As we noted last month, every Friday David Barton and Rick Green host “Good News Friday” on their “Wallbuilders Live” radio program during which they discuss “good news from around the nation the media doesn’t report.”

These programs are particularly interesting because they typically feature stories that Barton has plucked from the media which, he believes, demonstrate that the Religious Right is racking up victories all over the country.

The problem with these stories, as with so much else that he does, is that Barton has a tendency to over-simplify and misrepresent just what is taking place.

He did it a few weeks ago when he falsely claimed that an Eastern Michigan University had won a lawsuit against the school after being thrown out of her program for refusing to “affirm a client’s homosexual behavior,” citing religious objections. 

The court had merely ruled that the student had a right to sue and did not rule on the merits of the case itself, but Barton nonetheless proclaimed it to be a “huge, huge victory [that is] going to be cited across the nation for all sorts of other kids that are facing the same kind of discrimination.”

And he did it again today when he asserted that study shows that teens who remain abstinent earn $370,000 more in the lifetimes:

If a teenager wants to earn $370,000 more in their lifetime than all their neighbors, you know what they need to do? A study now shows that if you are not sexually active as a teenage, you do earn $370,000 more in your lifetime than others.

Now explain that … it just shows God’s ways work.

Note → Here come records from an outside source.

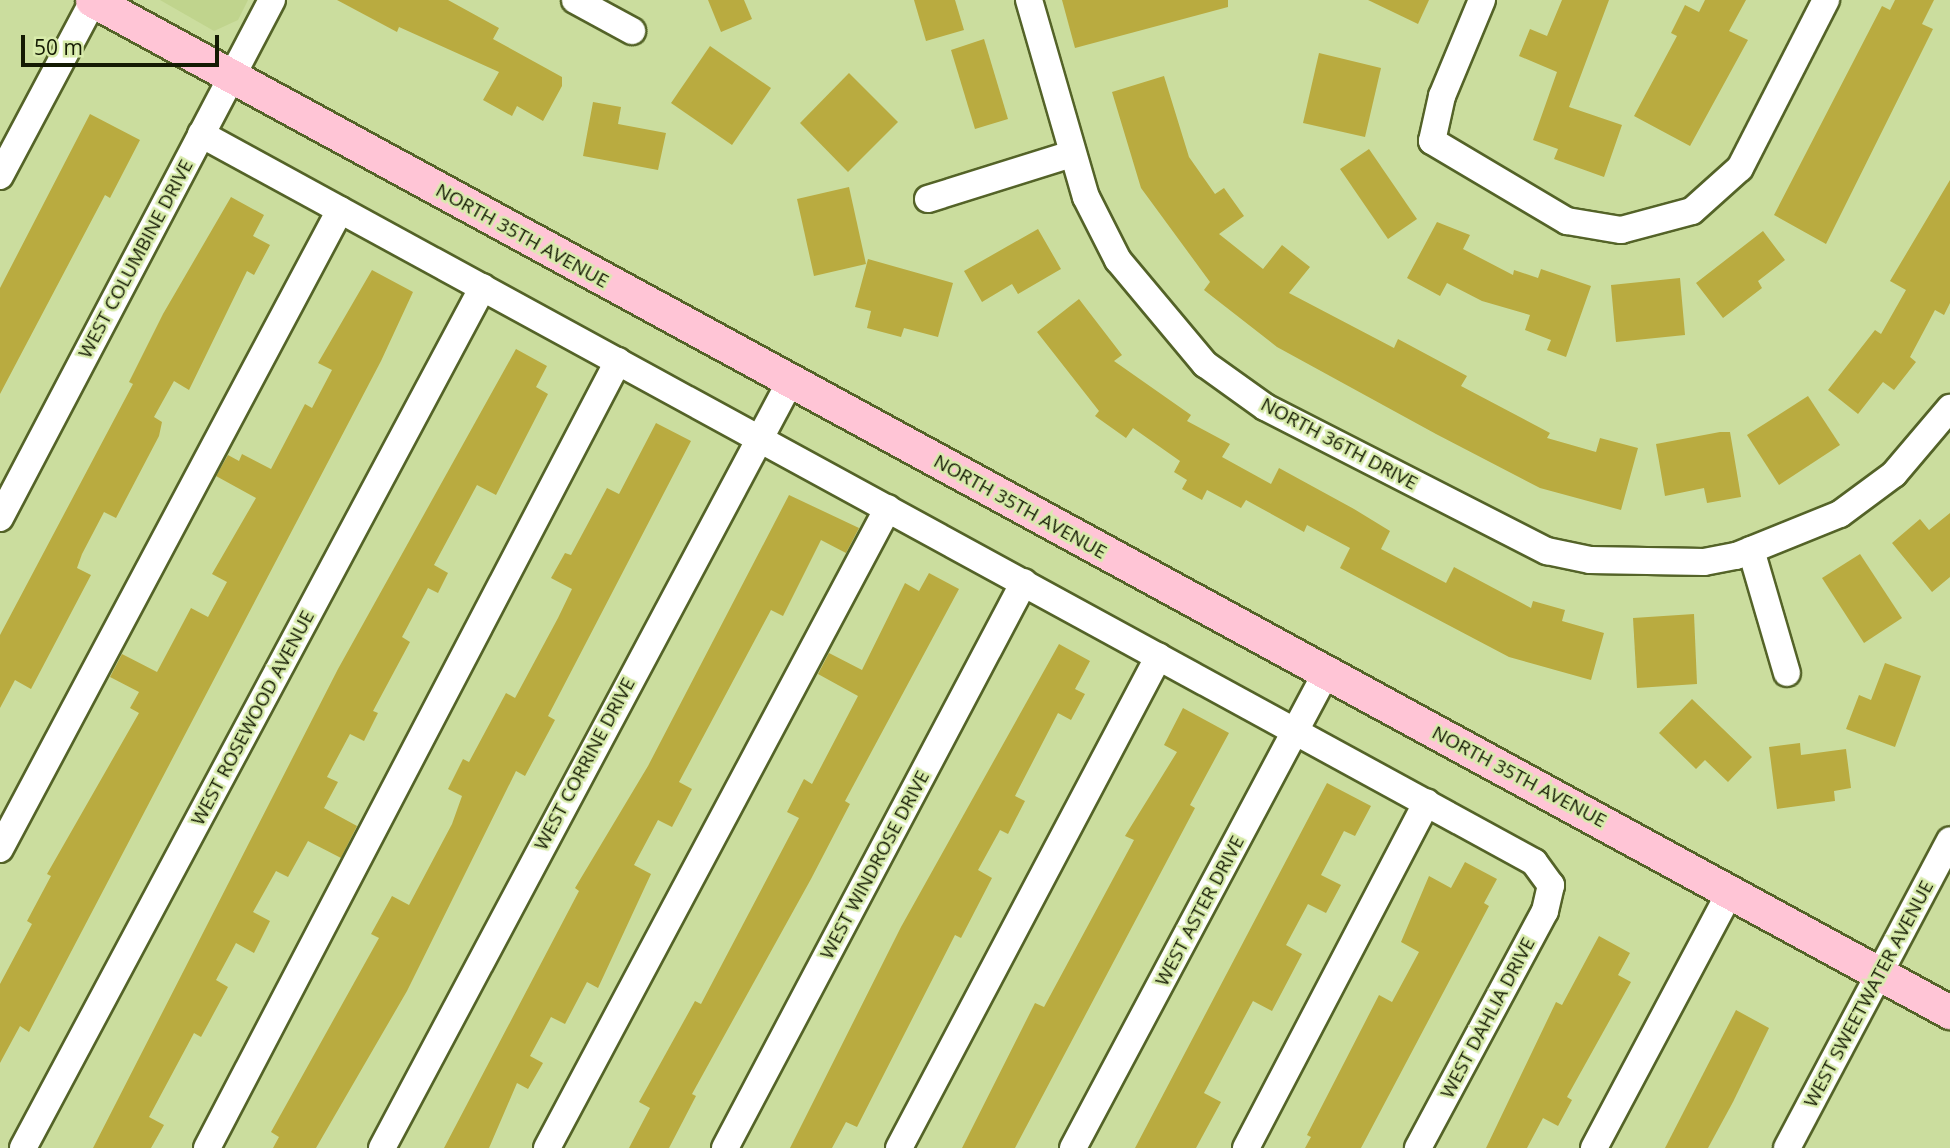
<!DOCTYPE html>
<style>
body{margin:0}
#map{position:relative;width:1950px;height:1148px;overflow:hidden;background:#cbdd9e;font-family:"Open Sans",sans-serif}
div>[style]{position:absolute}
.built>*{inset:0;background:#c0d48d}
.building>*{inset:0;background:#b9ab40}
.roads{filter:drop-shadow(2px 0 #546328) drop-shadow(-2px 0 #546328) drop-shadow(0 2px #546328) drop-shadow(0 -2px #546328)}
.minor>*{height:26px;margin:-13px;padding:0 13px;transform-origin:13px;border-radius:13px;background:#fff}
.major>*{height:33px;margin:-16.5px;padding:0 16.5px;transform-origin:16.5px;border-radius:16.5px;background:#ffc5d6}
span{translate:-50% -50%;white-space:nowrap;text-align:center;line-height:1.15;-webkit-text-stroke:5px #d8ebab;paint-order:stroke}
.street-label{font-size:19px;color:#141a03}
.scale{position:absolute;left:21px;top:35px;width:198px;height:32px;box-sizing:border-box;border:4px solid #141a03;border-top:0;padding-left:9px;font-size:21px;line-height:24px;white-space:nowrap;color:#141a03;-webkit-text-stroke:5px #d8ebab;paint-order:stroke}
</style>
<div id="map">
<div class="built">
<div style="clip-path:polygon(160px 0,248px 0,238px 20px,214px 31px)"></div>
</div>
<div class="building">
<div style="clip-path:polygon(337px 0,448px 0,499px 28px,493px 39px,562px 77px,562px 86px,543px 121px,517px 106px,512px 116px,483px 100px,499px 72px,399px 27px,397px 32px)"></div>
<div style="clip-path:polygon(708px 0,744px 0,752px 19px,721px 32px)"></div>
<div style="clip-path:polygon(914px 0,955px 0,964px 30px,926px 41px)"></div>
<div style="clip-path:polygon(1062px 0,1228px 0,1228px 7px,1075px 48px)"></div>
<div style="clip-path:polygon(1368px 0,1429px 0,1418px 24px)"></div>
<div style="clip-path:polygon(1562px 0,1609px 0,1569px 107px,1622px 125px,1604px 177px,1554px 159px,1558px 149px,1533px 140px,1557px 72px,1519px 56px,1530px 29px,1547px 36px)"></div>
<div style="clip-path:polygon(1705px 0,1746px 0,1729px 31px,1748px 40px,1690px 146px,1634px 116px,1677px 36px,1671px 33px,1685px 5px,1699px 12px)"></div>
<div style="clip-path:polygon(1895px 0,1934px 0,1922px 24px,1933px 29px,1826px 244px,1774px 215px,1882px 6px,1890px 10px)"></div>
<div style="clip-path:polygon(984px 39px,1008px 119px,975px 129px,951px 50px)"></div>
<div style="clip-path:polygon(710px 46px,771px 88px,732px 145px,671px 103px)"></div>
<div style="clip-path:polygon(1319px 53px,1381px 68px,1365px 137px,1303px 123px)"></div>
<div style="clip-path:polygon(849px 73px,898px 122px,848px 172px,800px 123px)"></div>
<div style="clip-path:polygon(1164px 76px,1189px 157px,1215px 194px,1224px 188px,1244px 216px,1219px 234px,1263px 269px,1282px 245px,1310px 267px,1289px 293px,1394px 348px,1398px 339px,1467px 376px,1461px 386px,1550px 433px,1547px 438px,1596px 452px,1600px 438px,1638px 448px,1621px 510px,1540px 488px,1436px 434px,1277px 347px,1204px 290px,1210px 282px,1141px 188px,1112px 92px)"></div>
<div style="clip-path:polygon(593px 102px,621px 107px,618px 124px,666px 133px,658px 170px,583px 156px)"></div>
<div style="clip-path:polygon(90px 114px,140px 140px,110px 198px,105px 195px,0 394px,0 288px)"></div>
<div style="clip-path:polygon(1369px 149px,1417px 219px,1388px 239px,1340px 169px)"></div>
<div style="clip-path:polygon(1950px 180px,1950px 303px,1944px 315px,1935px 310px,1910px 357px,1916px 362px,1894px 390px,1883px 382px,1858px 414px,1828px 390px,1875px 330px,1881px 334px,1906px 290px,1890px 281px)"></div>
<div style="clip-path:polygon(849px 187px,866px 264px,814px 276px,797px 199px)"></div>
<div style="clip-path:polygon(231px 197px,264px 215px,253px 236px,270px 245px,254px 275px,247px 271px,189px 390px,174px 381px,154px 417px,162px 422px,159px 436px,116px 518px,104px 512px,82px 554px,77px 568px,91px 575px,31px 689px,15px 680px,0 708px,0 635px,133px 384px,129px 382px,163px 314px)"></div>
<div style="clip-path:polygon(1437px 222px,1470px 235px,1463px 249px,1513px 275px,1514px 270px,1538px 278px,1541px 269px,1591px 286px,1566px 357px,1547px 350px,1551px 340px,1525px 330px,1530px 315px,1482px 301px,1447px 283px,1440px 296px,1407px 278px)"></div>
<div style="clip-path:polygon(1038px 229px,1061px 269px,1018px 294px,1012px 284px,982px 302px,964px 271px)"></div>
<div style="clip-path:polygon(1763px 231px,1785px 260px,1758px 281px,1762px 288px,1723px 318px,1696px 283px)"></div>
<div style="clip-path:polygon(868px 259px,953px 283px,938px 337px,904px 328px,901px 337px,867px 328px,871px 311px,855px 307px)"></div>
<div style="clip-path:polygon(372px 270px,413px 292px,381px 361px,29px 1032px,20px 1026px,0 1063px,0 984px,32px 924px,27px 921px,51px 876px,47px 874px,139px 713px,130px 708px,139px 692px,110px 677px,122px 654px,157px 672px,191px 608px,208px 617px,227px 582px,212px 574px,256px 498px,216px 476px,228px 455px,239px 461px,242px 454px,271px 469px,305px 404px,312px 408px,332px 370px,318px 363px)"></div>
<div style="clip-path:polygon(1680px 278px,1685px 335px,1616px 342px,1611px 285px)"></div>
<div style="clip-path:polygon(1079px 299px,1122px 355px,1114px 361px,1191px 415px,1187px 421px,1230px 444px,1222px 457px,1271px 484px,1279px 468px,1354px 509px,1390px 531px,1381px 549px,1446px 583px,1454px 567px,1531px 608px,1533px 601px,1565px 610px,1562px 621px,1604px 633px,1591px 680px,1509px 657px,1340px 568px,1350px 548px,1307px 525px,1304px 532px,1246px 500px,1241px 508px,1207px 490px,1202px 500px,1182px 489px,1187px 480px,1174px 472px,1180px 461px,1133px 428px,1126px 438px,1095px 416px,1099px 411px,1037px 332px)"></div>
<div style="clip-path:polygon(516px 349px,547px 366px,536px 387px,548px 394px,496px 495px,477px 485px,434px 565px,448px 573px,438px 593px,428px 588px,402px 637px,410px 642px,373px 711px,378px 713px,364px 741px,350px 734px,327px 777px,338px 782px,324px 808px,357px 826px,341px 858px,308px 841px,288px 877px,276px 871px,253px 912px,270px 921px,254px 953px,236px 943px,216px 980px,228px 987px,201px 1037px,194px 1033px,149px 1117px,164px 1125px,151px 1148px,93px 1148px,338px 669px)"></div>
<div style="clip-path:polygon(1808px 396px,1840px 445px,1779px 485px,1747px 435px)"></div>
<div style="clip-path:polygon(656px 423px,691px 441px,548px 716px,555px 720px,525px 776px,516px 771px,407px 991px,316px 1148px,273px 1148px,279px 1137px,271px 1132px,379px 938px,371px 934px,392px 896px,409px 905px,452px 824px,462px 796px,448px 789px,463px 759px,469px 762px,506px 693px,515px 698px,558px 618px,572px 589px,551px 578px,565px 553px,571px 555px,607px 488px,619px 494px)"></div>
<div style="clip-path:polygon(1720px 432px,1730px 432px,1741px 497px,1707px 503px,1704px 488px,1665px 496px,1656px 444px)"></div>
<div style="clip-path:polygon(789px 495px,859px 528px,846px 553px,821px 540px,783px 616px,771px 610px,679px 782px,692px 789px,672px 827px,658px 820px,634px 865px,651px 874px,598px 988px,587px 982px,565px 1024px,551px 1017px,530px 1056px,543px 1063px,528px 1089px,517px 1083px,489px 1148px,444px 1148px,579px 891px,575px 888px,648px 766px)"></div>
<div style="clip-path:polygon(1950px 513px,1950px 577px,1932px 592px,1892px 543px,1920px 519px,1929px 530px)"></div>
<div style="clip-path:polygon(1860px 554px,1902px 618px,1864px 643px,1822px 578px)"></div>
<div style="clip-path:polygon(929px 573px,959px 589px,845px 801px,850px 804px,811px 879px,692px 1094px,696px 1096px,669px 1148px,629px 1148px,650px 1108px,639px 1102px,695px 1001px,701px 1004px,799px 818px,787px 812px,804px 779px,812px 784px,858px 696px,818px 674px,829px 653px,862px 670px,905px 583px,919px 591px)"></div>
<div style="clip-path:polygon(1694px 614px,1697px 684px,1637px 688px,1633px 618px)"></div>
<div style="clip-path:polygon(1059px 644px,1090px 661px,1075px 689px,1085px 694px,1071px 720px,1058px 713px,1015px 796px,1025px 801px,1008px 834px,1000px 830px,978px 870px,992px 878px,961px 938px,955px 935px,857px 1127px,846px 1122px,832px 1148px,790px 1148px,901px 927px)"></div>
<div style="clip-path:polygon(1885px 663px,1921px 676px,1895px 747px,1846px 729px,1859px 695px,1871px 700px)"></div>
<div style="clip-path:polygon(1692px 699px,1752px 757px,1728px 782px,1705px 760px,1696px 769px,1659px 733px)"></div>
<div style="clip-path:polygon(1183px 708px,1229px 733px,1190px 805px,1195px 808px,1015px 1148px,962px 1148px,1035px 1003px,1044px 1007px,1134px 840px,1125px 836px,1177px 752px,1164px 745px)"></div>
<div style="clip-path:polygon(1800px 743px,1801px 755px,1846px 749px,1851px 788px,1834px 791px,1835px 801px,1777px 809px,1769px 747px)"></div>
<div style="clip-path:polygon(1327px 783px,1371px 806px,1355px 836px,1344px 831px,1321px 875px,1341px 885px,1326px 913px,1308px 904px,1286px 945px,1302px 954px,1272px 1011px,1253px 1001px,1204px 1093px,1221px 1102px,1196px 1148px,1135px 1148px)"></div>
<div style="clip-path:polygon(1465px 862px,1497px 879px,1484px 903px,1489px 906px,1361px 1148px,1305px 1148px,1311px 1137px,1307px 1135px,1379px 995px,1392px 1002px,1419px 952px,1401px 942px,1429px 876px,1451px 888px)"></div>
<div style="clip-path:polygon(1599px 936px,1630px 953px,1618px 975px,1631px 982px,1567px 1097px,1572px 1100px,1558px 1126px,1543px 1118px,1527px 1148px,1486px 1148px,1556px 1002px,1562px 1005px)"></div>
<div style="clip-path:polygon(1736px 1010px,1769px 1028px,1733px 1102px,1708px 1148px,1665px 1148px)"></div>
</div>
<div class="roads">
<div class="minor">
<div style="left:575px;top:0;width:65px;rotate:28.5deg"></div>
<div style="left:1029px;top:0;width:205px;rotate:73.9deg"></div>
<div style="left:1086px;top:197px;width:71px;rotate:63.1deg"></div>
<div style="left:1118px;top:260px;width:136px;rotate:50.1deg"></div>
<div style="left:1205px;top:364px;width:74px;rotate:35.6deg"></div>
<div style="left:1265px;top:407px;width:317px;rotate:27.1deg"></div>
<div style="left:1547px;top:551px;width:44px;rotate:11.8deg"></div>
<div style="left:1590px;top:560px;width:114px;rotate:1deg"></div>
<div style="left:1704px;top:562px;width:33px;rotate:-11deg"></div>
<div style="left:1736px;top:556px;width:112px;rotate:-22deg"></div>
<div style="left:1840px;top:514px;width:67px;rotate:-36.5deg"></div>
<div style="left:1894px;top:474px;width:87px;rotate:-49.7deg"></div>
<div style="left:1482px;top:0;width:104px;rotate:112.6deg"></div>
<div style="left:1442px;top:96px;width:46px;rotate:102.5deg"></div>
<div style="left:1432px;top:141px;width:157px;rotate:30.7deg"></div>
<div style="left:1567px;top:221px;width:55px;rotate:9.5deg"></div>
<div style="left:1621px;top:230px;width:73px;rotate:-15deg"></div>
<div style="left:1692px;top:211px;width:64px;rotate:-41.9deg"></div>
<div style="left:1740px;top:168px;width:189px;rotate:-62.9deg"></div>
<div style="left:201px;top:134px;width:1519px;rotate:28.64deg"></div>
<div style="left:1534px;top:862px;width:29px;rotate:54deg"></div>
<div style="left:1551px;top:885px;width:27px;rotate:103deg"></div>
<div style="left:1545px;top:911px;width:269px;rotate:118.2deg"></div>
<div style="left:0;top:176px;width:198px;rotate:-62deg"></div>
<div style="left:928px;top:199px;width:151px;rotate:-17.4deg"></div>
<div style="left:0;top:518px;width:585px;rotate:-62.3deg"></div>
<div style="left:1751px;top:550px;width:128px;rotate:73.7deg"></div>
<div style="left:0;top:849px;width:724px;rotate:-61.98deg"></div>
<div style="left:23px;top:1148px;width:976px;rotate:-61.89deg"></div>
<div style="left:207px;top:1148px;width:888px;rotate:-62.42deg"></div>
<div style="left:382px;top:1148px;width:868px;rotate:-61.96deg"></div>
<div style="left:547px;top:1148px;width:725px;rotate:-61.95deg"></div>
<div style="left:725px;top:1148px;width:640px;rotate:-62.15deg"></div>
<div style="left:899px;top:1148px;width:556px;rotate:-62.15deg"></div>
<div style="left:1073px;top:1148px;width:538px;rotate:-61.96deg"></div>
<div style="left:1246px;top:1148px;width:390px;rotate:-62.4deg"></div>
<div style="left:1594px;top:1148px;width:290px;rotate:-62deg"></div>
<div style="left:1787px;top:1148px;width:348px;rotate:-62.1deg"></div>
</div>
<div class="major">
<div style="left:92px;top:0;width:2116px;rotate:28.58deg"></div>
</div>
</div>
<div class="street-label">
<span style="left:522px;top:236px;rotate:29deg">NORTH 35TH AVENUE</span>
<span style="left:136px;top:259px;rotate:-62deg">WEST COLUMBINE DRIVE</span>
<span style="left:1339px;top:444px;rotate:28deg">NORTH 36TH DRIVE</span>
<span style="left:1020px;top:507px;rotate:29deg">NORTH 35TH AVENUE</span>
<span style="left:253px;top:718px;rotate:-62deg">WEST ROSEWOOD AVENUE</span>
<span style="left:585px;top:764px;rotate:-62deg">WEST CORRINE DRIVE</span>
<span style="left:1519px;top:777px;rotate:28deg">NORTH 35TH AVENUE</span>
<span style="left:875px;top:865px;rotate:-62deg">WEST WINDROSE DRIVE</span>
<span style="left:1200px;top:911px;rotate:-62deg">WEST ASTER DRIVE</span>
<span style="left:1869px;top:994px;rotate:-62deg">WEST SWEETWATER AVENUE</span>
<span style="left:1488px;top:1018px;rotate:-62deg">WEST DAHLIA DRIVE</span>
</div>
<div class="scale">50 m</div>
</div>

If that claim sounds familiar, it is probably because Amber Haskew, Coordinator of the Day of Purity, made it earlier this year and, as we pointed out then, the figure comes from a 2005 Heritage Foundation report that didn’t actually provide any data to support this assertion, but simply predicted that students who abstain are also likely to do better in school and therefore have higher lifetime earnings:

Teens who abstain are likely to have greater future orientation, greater impulse control, greater perseverance, greater resistance to peer pressure, and more respect for parental and societal values. These traits are likely to contribute to higher academic achievement. In short, teen virgins are more likely to possess character traits that lead to success in life. Moreover, the practice of abstinence is likely to foster positive character traits that, in turn, will contribute to academic performance … In our society, greater educational attainment leads, on average, to higher lifetime incomes. Because they are more successful in school, teen virgins can expect to have, on average, incomes that will be 16 percent higher than sexually active teens from identical socio-economic backgrounds. This will mean an average increase of $370,000 in income over a lifetime.

Obviously, the study did not show that those who abstain early nearly $400K more, but merely estimated that those who did so would demonstrate “greater educational attainment” and therefore earn more, on average, over their lifetimes.

But that is not what Barton reported at all and this demonstrates a central point about Barton and his work:  if he cannot be trusted to accurately report on contemporary issues that are easily verifiable to anyone with internet access, how can he be trusted to accurately report on the things that he plucks out of centuries-old documents squirreled away in his private library that very few others ever get to see or examine?